Relation Between Near Ring and Ring

Question

Definition 1: a non-empty set $R$ is ring if:

1. $(R,+)$ abelian group
2. $(R,.)$ semigrup
3. $a(b+c)=ab+ac$ and $(a+b)c=ac+bc, \forall a,b,c\in R$

Definition 2: a non-empty set $NR$ is near ring if:

1. $(NR,+)$ group not necessary abelian
2. $(NR,.)$ semigroup
3. $(a+b)c=ac+bc, \forall a,b,c\in R$

Definition 3: a non-empty set NF is near field if $(NF,+,.)$ is near ring with unity 1 and every non-zero element has inverse under operation "."

Definition 4: a non-empty set $SR$ is Smarandache ring if:

1. $(SR,+,.)$ ring
2. has proper subset $F \subset SR$ is field

Definition 5: a non-empty set $SNR$ is Smarandache near ring if:

1. $(SNR,+,.)$ near ring
2. has proper subset $NF \subset SNR$ is near field

I want to know every relation of those, here what i get:

1. every ring is near ring, but not the converse
2. every s ring is ring, but ring in general is not s ring
3. every s ring is s near ring, but not the converse
4. every s near ring is near ring, but near ring in general is not s near ring

I end up with, what is the relation between ring and s near ring? Then, i see ring $\mathbb{Z}$, subgroup of $\mathbb{Z}$ is in form $n\mathbb{Z}$, but the only subgroup which include 1 is only $\mathbb{Z}$ and it's not proper subset of $\mathbb{Z}$, hence ring $\mathbb{Z}$ is not s near ring. So, not every ring is s near ring.

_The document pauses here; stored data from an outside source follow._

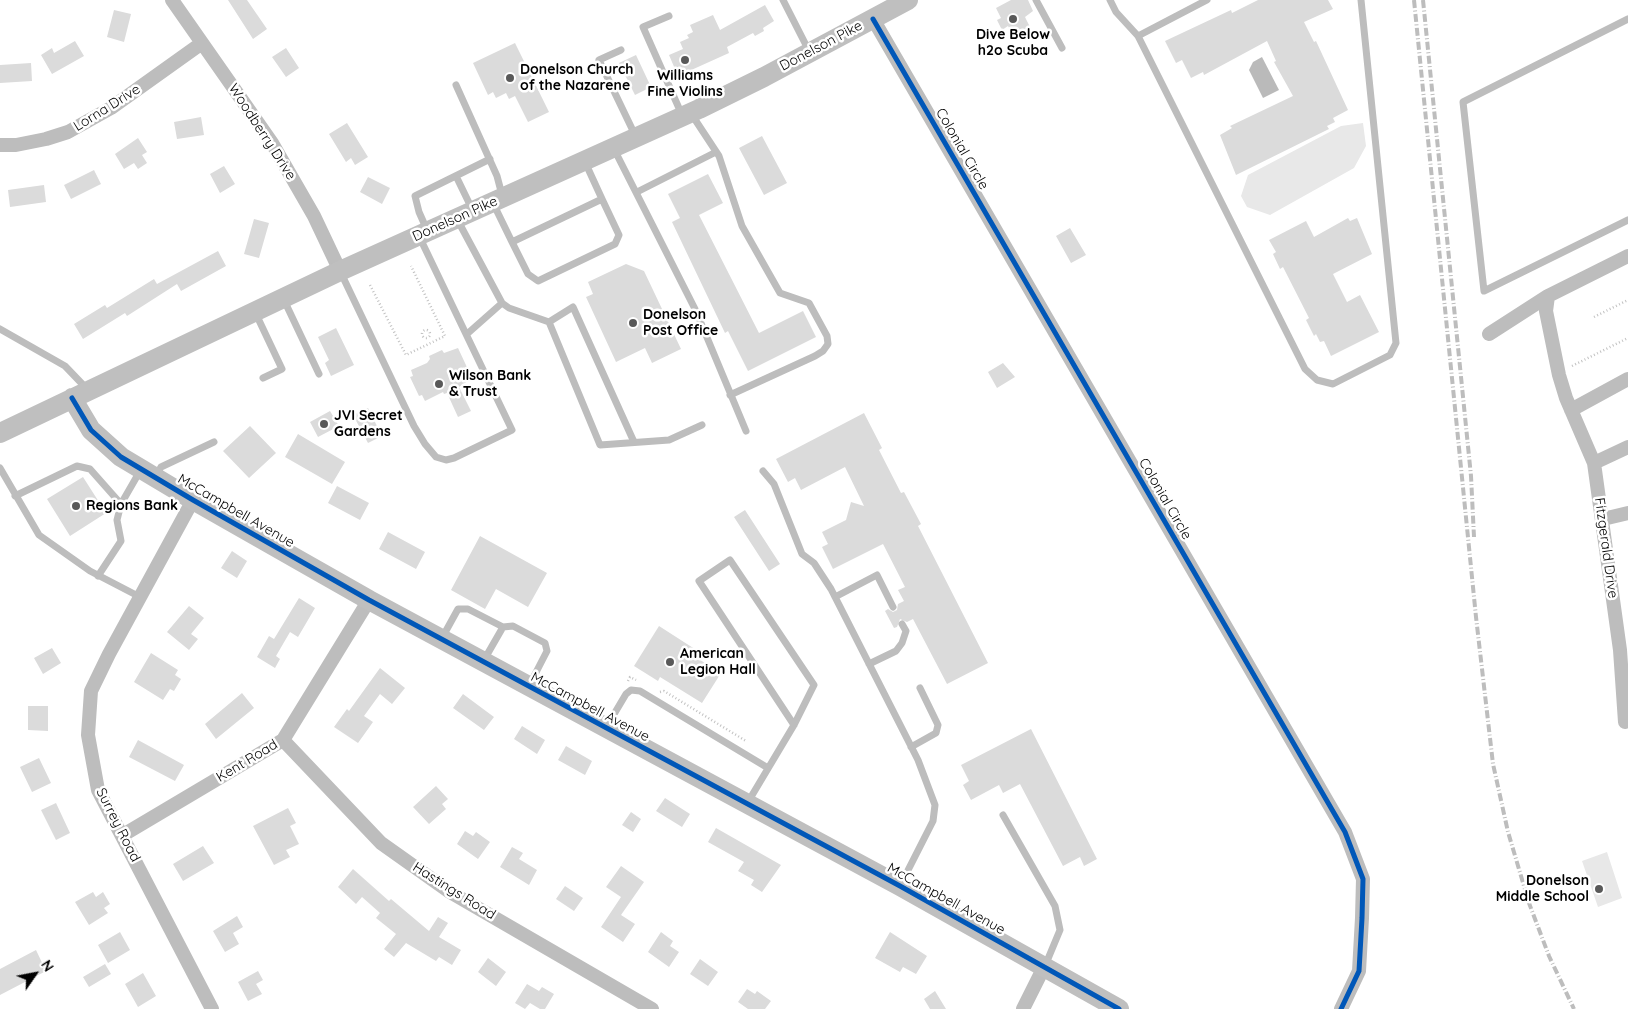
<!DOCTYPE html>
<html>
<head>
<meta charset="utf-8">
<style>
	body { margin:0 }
	#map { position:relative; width:1628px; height:1009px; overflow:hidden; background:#fff; font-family:Quicksand,sans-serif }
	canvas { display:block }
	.north { position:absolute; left:10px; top:949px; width:50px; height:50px; -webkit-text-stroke:4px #fff; paint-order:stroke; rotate:57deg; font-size:14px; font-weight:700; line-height:20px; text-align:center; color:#000 }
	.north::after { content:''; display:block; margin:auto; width:18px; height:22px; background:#000; clip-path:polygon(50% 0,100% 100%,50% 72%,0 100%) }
</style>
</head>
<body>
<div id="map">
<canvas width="1628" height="1009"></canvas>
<div class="north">N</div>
</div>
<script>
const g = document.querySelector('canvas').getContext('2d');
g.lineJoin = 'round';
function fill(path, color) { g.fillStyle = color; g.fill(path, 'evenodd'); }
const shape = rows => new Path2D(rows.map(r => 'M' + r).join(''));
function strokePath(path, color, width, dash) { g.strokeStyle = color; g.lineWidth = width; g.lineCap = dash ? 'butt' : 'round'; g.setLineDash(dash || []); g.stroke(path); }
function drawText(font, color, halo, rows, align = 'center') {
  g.font = font + ' Quicksand,sans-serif'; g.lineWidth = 5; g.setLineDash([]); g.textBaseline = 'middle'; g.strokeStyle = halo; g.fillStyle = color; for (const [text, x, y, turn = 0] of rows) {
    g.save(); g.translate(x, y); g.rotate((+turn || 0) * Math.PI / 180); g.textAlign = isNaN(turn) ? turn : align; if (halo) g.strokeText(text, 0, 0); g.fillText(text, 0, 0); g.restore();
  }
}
fill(shape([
	[1363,123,1366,146,1354,168,1270,215,1247,207,1241,196,1248,175,1341,126],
	[1607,852,1622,898,1598,907,1582,861]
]), '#e8e8e8');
fill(shape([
	[1262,57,1279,90,1263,98,1249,70,1253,62]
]), '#bababa');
fill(shape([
	[228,0,247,0,267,29,253,39],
	[1011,0,1028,0,1033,11,1025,17,1031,29,1015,38,1008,26,1002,30,997,20,1001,18,996,8],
	[1258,0,1328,0,1333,9,1304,22,1314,42,1316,41,1348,110,1333,118,1335,122,1327,126,1329,129,1236,175,1220,135,1232,128,1230,126,1293,96,1274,62,1276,61,1267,41,1204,75,1203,72,1191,78,1182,60,1176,63,1165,41,1231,10,1232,13],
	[765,5,774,21,763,28,764,31,755,36,753,33,727,47,729,53,678,76,669,55,683,49,680,42,689,38,687,35,693,32,690,25,713,15,720,30],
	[114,10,131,14,124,42,107,37],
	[75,41,84,56,52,74,41,55,52,48,54,53],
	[515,43,549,112,528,122,515,96,509,99,506,93,496,98,493,92,488,95,473,63],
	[286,48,299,68,286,77,272,57],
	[636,55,651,87,635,95,619,63],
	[31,63,32,81,0,83,0,65],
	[201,117,204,135,177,139,174,122],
	[347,123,368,157,355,165,351,158,346,162,329,134],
	[762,136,787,183,764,195,739,148],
	[138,138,147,152,142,155,147,163,138,169,134,163,124,169,115,154],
	[224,166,235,184,220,193,210,174],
	[94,170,101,184,71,199,64,185],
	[708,174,723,203,699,215,759,333,803,311,816,337,748,371,728,331,725,333,672,222,680,218,668,194],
	[368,177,390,188,382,204,360,192],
	[44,185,46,202,10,207,8,190],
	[1348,218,1350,221,1357,218,1372,254,1333,274,1347,302,1360,295,1379,332,1331,356,1324,341,1320,342,1316,334,1314,336,1306,320,1309,318,1283,267,1280,269,1273,254,1276,252,1269,240,1306,221,1314,237],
	[254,219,269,223,259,258,244,254],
	[1070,228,1086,255,1071,263,1056,236],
	[218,251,226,266,181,291,177,284,127,316,125,313,83,339,74,324,105,305,107,308,154,279,157,284],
	[626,264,644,271,681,349,652,363,645,348,616,362,586,297,593,294,588,282],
	[336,328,354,365,331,376,325,363,329,360,318,337],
	[458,348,472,378,459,387,471,411,458,417,447,393,444,394,443,392,425,401,422,395,419,396,410,377,413,376,411,370,427,363,430,359,429,356,442,350,444,353],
	[1003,363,1015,377,997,388,988,372],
	[368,408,382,436,368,443,353,415],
	[330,411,339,426,318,437,310,422],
	[864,413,882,448,879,450,901,493,904,492,921,524,918,526,988,663,947,684,913,619,907,622,900,619,897,627,894,628,885,611,888,609,893,612,897,610,898,604,904,601,898,590,905,587,883,544,833,569,822,547,828,544,822,532,846,520,851,502,864,506,845,467,801,490,795,478,788,482,776,459],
	[250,426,276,453,249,478,223,451],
	[298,434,345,462,332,484,285,457],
	[83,477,106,513,70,536,47,499],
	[337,486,369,503,360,520,328,503],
	[745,510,780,564,769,571,734,517],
	[388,532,425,552,416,569,379,549],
	[480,536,547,573,528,607,496,589,485,609,451,590],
	[232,551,247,561,237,578,221,568],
	[299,598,315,608,298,637,290,632,276,656,280,659,275,668,257,657,269,636,274,639],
	[189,606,204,618,191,634,198,639,189,650,167,632],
	[659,626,701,653,697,658,721,673,702,703,660,677,658,681,634,666],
	[52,648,61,663,43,674,34,658],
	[151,653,178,670,175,675,181,679,174,691,170,689,163,700,134,682],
	[380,668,405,688,392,704,380,694,364,716,373,722,358,743,334,727,347,709,349,711],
	[242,693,254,708,216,739,205,724],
	[463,694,494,717,484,730,453,708],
	[28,706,48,706,48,731,28,730],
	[522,726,545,740,537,754,514,739],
	[1031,729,1097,859,1084,866,1080,857,1063,866,1020,784,1003,793,999,785,971,800,963,785,969,781,961,765],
	[138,740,184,765,175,781,129,757],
	[566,746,592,761,585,775,558,760],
	[39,758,51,783,32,792,20,767],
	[436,786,448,799,442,804,446,809,429,824,413,807],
	[665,798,690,814,682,827,656,811],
	[56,803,70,833,56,840,41,810],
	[288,808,296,823,290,826,299,844,286,850,290,857,274,865,253,826],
	[631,812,641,819,633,832,622,825],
	[716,828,781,865,762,892,751,885,754,880,738,871,744,862,708,842],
	[465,831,473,836,476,832,490,842,478,859,457,844],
	[203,846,214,863,183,881,173,864],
	[512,847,523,853,519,859,537,870,529,885,500,867],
	[621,866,644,882,621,915,635,924,623,942,601,927,621,897,606,887],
	[353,869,389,901,391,899,429,931,438,917,448,923,439,937,461,950,452,965,439,957,436,961,406,943,394,957,384,949,396,934,376,918,380,913,362,897,356,904,338,887],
	[565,886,583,898,574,911,556,899],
	[93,892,96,897,103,892,110,904,104,908,108,913,89,925,75,902],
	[237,916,243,927,233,933,239,944,225,952,213,931],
	[120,932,130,950,108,963,98,945],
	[661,932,673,941,670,946,679,952,669,967,648,952],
	[890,932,927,956,916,974,903,967,900,972,875,958],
	[36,950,46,971,0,995,0,969],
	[488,958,506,972,496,986,478,972],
	[700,959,718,972,708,986,690,974],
	[105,964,111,974,89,987,83,977],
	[258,971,263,980,256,984,262,994,248,1001,238,982],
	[143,973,156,996,138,1007,125,984],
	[527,984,539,991,542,987,554,994,545,1009,540,1009,530,1003,525,1009,515,1003],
	[747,989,755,994,757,991,771,1001,765,1009,748,1009,738,1002],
	[935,991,946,1009,930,1009,924,999]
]), '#dbdbdb');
strokePath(shape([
	[370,285,406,355,445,336,411,266],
	[1594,317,1628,300],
	'422 334a4 4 0 1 1 8 0a4 4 0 1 1-8 0Z',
	[1572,366,1628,338],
	[628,681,630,677,636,680],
	[660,692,664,691,746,741]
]), '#c2c2c2', 2.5, [1, 2.5]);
strokePath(shape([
	[783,0,809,51],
	[1036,0,1062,48],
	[1110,0,1116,12,1138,36,1305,369,1317,380,1333,384,1390,355,1396,343,1361,0],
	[669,16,643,27,682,115],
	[1628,19,1463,102,1484,291,1628,220],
	[1138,36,1207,0],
	[621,50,599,60,635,135],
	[456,85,497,176,502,195],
	[692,115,719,156,742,226,780,293,809,303,827,336,828,344,823,351,815,356,730,395],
	[614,149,696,311,746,431],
	[456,176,472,209],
	[637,192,716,152],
	[493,203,512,242,602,199,585,162],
	[457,219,502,303,509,308,549,322,600,445,669,440,702,425],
	[427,230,419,212,415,196,490,159],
	[512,242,528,274,538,281,615,244,619,235,602,199],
	[341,273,414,426,425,444,436,457,446,460,454,458,512,430,419,236],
	[284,300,319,374],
	[256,314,282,369,263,378],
	[549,322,573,307,634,442],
	[0,329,65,366,88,390],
	[467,334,502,303],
	[0,468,39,535,90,571,140,597],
	[763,471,774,484,802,554,814,563,831,589,918,760,935,805,933,821,901,884],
	[155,477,161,467,214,442],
	[15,496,77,466,90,469,121,504,117,520,121,541,98,576],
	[121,504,140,471],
	[835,597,877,575,893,607],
	[442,638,458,609,468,609,503,627],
	[484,660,503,627,513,626,545,643,547,651,530,684],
	[869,664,896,651,902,643,906,631,902,624],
	[607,726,626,694,631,690,640,691,768,768],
	[911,747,936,733,938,725,920,688],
	[748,802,794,725,814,685,730,560,699,581,794,725],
	[1003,815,1055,906,1060,930,1045,966]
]), '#bdbdbd', 7);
strokePath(shape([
	[172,0,272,143,314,216,340,271],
	[873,19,1345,832,1363,879,1362,918,1359,971,1341,1009],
	[0,145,16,145,46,139,68,132,111,108,202,43],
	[1548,296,1546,311,1559,375,1566,398,1594,463,1620,650,1625,722],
	[1489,334,1548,296,1628,256],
	[1571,410,1628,379],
	[1594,463,1628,447],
	[193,500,109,654,91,691,88,735,98,790,212,1009],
	[1603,519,1628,513],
	[283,740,381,843,450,892,652,1009],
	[123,835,283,740,369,600],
	[1023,1009,1044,967]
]), '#bdbdbd', 14);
strokePath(shape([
	[72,398,91,430,121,457,193,500,369,600,900,886,1119,1009],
	[0,433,340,271,699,109,764,77,908,0]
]), '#bfbfbf', 20);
strokePath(shape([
	[1414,0,1476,617,1493,764,1508,832,1529,903,1549,956,1574,1009],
	[1423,0,1471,476,1474,537]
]), '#bdbdbd', 4, [8, 2.5, 1, 2.5]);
strokePath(shape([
	[873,19,1345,832,1363,879,1362,918,1359,971,1341,1009],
	[72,398,91,430,121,457,193,500,369,600,900,886,1119,1009]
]), '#0057b8', 5);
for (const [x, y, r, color] of [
	[1013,19,5,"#595959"],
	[685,60,5,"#595959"],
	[510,78,5,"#595959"],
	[633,323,5,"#595959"],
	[439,384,5,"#595959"],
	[324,424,5,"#595959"],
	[76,506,5,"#595959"],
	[670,662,5,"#595959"],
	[1599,889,5,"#595959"]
]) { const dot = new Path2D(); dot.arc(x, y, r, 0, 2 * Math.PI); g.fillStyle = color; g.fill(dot); strokePath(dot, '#fff', 2); }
drawText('bold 14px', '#000', '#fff', [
	["Dive Below",1013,35,"center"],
	["h2o Scuba",1013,51,"center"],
	["Donelson Church",520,70],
	["of the Nazarene",520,86],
	["Williams",685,76,"center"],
	["Fine Violins",685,92,"center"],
	["Donelson",643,315],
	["Post Office",643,331],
	["Wilson Bank",449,376],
	["& Trust",449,392],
	["JVI Secret",334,416],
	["Gardens",334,432],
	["Regions Bank",86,506],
	["American",680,654],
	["Legion Hall",680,670],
	["Donelson",1589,881,"right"],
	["Middle School",1589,897,"right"]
], 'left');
drawText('14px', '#000', '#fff', [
	["Donelson Pike",821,46,-28],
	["Lorna Drive",107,108,-32],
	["Woodberry Drive",262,132,57],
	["Colonial Circle",962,149,60],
	["Donelson Pike",455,219,-24],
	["Colonial Circle",1165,499,60],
	["McCampbell Avenue",236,511,30],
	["Fitzgerald Drive",1606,548,82],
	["McCampbell Avenue",590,707,28],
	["Kent Road",247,761,-31],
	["Surrey Road",118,825,63],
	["Hastings Road",454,891,32],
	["McCampbell Avenue",946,899,29]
]);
</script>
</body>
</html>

I think s near ring in general is not ring, but from point 2 and 3 (every s ring is ring and every s ring is s near ring), then i think there must be intersection between ring and s near ring since s ring is contained in both of them.

Here the relation by me:

Is it true? cause i'm doubt about my own thinking and opinion.

As usual, any comment and answer will be very highly apreciated. Thank you.

I've added my answer to the question. But, i still need your comment/answer to make this clearer. Thank you.

Answer 1

In case others need to know, i'll write what i know recently about it.

1. to prove ring in general is not s near ring, by counter example, notice ring $\mathbb{Z}$, it hasn't any proper subset which is ring or near ring, hence $\mathbb{Z}$ failed to be s near ring.

2. to prove s near ring in general is not ring, by counter example, notice $(\mathbb{Z_2[x]},+,.)$ under usual addition and define "." by $f(x).g(x)=f(x)$ for all $f(x),g(x) \in \mathbb{Z_2[x]}$. It it straightforward to prove $\mathbb{Z_2[x]}$ is near ring under operation defined. Since $\mathbb{Z_2} \subset \mathbb{Z_2[x]}$ and $\mathbb{Z_2}$ is near field too under operation defined, then $\mathbb{Z_2[x]}$ is s near ring. But $\mathbb{Z_2[x]}$ isn't satisfying the left distributive law, hence $\mathbb{Z_2[x]}$ failed to be ring.

3. to prove s ring is both ring and s near ring, it's directly from the definition of s ring. Since s ring must be ring first, then s ring is ring too and yes it is also near ring. Since s ring must have a proper subset which is field, then the proper subset must be near field too, hence s ring is also s near ring. Example, notice ring $\mathbb{Z_{12}}$ under usual addition and multiplication. It has $\{0,4,8\}$ as proper subset and it's not hard to prove $\{0,4,8\}$ is field with $4$ acts as unit. Hence $\mathbb{Z_{12}}$ is s ring. Since every ring is near ring and every field is near field, then $\mathbb{Z_{12}}$ is also s near ring.

from above, imho there is good probability that the relation i asked in question is true. Thank you.